A fé tem de ser amorosa

A vivência da fé tem o nome de amor e o sobrenome de caridade. A caridade é o ápice do amor. A caridade é o amor maior, o amor sem limites, nem fronteiras, nem condições. A caridade é o amor para todos, é o amor para sempre.
É por isso que Hans Urs von Balthasar entendia que «só o amor é digno de fé». E se o amor é digno de fé, a fé tem de ser sempre digna do amor. O amor é fidedigno e a fé tem de ser sempre amorosa. Se falta a fé, o amor não cresce.

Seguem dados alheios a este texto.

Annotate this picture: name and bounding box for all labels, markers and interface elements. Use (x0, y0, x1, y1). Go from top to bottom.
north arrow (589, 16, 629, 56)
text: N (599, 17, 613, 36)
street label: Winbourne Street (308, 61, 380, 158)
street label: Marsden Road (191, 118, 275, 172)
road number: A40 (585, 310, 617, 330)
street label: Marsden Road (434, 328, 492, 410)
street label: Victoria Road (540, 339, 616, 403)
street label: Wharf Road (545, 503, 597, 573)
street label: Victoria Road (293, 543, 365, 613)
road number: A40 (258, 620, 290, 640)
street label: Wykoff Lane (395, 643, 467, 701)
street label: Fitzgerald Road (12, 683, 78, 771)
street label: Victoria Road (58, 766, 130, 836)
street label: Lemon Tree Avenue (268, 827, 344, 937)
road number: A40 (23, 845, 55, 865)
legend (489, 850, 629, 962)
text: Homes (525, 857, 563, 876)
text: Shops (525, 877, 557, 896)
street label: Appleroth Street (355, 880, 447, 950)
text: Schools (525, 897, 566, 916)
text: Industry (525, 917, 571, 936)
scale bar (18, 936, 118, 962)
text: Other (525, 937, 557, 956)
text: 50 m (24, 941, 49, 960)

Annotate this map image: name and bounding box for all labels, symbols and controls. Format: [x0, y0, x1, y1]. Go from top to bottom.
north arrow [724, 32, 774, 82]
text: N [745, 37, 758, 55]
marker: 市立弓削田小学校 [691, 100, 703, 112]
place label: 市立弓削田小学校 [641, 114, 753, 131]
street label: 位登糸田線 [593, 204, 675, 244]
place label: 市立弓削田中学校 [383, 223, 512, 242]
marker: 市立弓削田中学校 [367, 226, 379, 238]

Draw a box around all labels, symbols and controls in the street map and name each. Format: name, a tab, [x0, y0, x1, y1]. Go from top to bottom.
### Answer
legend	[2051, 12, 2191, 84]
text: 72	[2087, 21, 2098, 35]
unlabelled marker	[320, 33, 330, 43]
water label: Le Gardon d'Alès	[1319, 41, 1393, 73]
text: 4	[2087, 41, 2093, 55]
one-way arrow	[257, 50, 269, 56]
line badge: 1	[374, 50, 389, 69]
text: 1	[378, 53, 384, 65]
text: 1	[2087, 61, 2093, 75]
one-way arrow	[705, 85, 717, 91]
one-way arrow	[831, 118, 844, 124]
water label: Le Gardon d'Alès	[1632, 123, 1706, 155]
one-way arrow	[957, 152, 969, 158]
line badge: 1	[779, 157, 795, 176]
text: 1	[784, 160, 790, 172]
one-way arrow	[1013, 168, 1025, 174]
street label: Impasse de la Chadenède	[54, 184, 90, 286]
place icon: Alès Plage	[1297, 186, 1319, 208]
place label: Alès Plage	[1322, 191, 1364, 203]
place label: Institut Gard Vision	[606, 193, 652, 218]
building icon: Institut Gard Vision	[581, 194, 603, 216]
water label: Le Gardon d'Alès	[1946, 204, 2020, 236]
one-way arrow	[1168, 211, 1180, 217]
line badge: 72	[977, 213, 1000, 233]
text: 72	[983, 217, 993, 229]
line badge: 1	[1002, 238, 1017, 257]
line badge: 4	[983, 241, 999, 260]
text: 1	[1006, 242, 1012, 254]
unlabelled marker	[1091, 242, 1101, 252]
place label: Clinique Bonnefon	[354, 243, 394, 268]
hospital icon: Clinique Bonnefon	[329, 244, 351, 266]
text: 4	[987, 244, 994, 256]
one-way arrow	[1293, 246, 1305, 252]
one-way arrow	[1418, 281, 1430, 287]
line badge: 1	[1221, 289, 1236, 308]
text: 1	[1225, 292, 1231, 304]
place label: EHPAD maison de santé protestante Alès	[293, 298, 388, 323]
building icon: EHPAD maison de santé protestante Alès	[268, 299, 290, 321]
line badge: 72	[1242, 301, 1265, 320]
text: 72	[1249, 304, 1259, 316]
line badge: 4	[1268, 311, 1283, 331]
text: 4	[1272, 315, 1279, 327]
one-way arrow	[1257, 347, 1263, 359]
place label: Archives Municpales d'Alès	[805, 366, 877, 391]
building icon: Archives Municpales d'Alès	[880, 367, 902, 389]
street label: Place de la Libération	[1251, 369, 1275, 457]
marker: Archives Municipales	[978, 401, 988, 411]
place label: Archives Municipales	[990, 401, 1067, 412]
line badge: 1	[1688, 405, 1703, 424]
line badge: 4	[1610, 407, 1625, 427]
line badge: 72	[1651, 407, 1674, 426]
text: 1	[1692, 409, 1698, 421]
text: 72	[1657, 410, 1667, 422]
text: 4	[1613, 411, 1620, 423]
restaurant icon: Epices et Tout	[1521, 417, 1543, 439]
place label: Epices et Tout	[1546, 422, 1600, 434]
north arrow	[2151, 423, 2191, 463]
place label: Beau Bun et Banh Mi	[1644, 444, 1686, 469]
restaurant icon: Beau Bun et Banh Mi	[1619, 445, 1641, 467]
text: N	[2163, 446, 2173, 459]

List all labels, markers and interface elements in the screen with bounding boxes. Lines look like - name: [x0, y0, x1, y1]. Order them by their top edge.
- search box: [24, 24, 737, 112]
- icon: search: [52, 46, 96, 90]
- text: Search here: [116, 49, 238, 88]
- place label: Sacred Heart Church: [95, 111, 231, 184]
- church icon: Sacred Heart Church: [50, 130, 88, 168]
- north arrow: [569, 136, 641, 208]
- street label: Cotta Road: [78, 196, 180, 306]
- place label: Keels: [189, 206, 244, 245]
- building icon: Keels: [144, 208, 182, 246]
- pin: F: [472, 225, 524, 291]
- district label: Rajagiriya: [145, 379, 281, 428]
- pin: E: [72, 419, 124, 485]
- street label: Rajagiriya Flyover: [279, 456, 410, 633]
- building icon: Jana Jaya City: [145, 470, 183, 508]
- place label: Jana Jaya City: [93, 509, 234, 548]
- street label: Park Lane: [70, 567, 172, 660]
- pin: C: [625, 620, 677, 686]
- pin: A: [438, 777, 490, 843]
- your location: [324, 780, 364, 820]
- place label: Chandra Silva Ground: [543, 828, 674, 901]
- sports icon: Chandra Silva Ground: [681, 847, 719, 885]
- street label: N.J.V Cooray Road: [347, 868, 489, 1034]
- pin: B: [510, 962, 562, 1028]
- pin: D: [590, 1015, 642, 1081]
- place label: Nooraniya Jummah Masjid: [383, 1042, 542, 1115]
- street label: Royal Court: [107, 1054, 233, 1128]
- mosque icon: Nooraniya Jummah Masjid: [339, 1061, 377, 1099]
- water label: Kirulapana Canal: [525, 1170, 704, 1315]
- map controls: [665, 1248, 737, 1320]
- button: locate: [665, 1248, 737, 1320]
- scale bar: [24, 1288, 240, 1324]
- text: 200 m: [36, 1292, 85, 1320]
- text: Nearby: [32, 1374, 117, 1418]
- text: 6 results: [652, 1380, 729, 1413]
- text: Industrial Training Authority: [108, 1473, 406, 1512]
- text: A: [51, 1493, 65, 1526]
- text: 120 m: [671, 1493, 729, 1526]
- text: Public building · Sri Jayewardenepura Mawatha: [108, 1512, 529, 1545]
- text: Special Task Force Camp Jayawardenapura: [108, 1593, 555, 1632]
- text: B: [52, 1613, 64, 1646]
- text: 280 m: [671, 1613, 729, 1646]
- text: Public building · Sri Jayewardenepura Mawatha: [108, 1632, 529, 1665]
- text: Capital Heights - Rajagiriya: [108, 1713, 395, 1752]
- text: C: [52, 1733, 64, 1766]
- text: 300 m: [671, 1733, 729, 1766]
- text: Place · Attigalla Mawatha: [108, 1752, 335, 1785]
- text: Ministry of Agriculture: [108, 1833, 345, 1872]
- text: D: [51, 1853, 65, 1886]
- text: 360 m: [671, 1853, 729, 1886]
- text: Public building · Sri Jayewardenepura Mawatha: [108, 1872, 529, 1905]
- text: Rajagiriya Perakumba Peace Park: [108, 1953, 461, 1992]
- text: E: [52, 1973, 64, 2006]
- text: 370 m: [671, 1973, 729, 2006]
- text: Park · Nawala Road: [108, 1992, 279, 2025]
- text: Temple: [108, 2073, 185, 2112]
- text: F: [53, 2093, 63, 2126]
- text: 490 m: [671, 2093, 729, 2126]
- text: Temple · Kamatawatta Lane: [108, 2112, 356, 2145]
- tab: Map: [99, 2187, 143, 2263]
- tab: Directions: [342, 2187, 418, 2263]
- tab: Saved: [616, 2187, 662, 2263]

Se falta o amor, a fé desaparece.

  1. São Paulo foi muito claro quando proclamou que a fé atua pela caridade (cf. Gál 5, 6). E São Tiago oferece um exemplo muito concreto. Se a alguém faltar roupa ou alimento, não basta dizer: «Vai em paz, aquece-te e alimenta-te» (Tgo 2, 15-16). Mas aquecer com quê e comer o quê? Se não partilharmos o necessário, de que servem as nossas palavras? (cf. Tgo 2, 16).
O mundo não cresce com os que (apenas) falam; só cresce com os que agem. O bem agir é mais importante que o bem falar. Mas, graças a Deus, ainda há tanta gente que sabe agir, há tanta gente que sabe falar, agindo. Ouçamos os que falam, mas habituemo-nos a imitar os que agem, os que bem agem. Por conseguinte, bem-haja a quem bem age!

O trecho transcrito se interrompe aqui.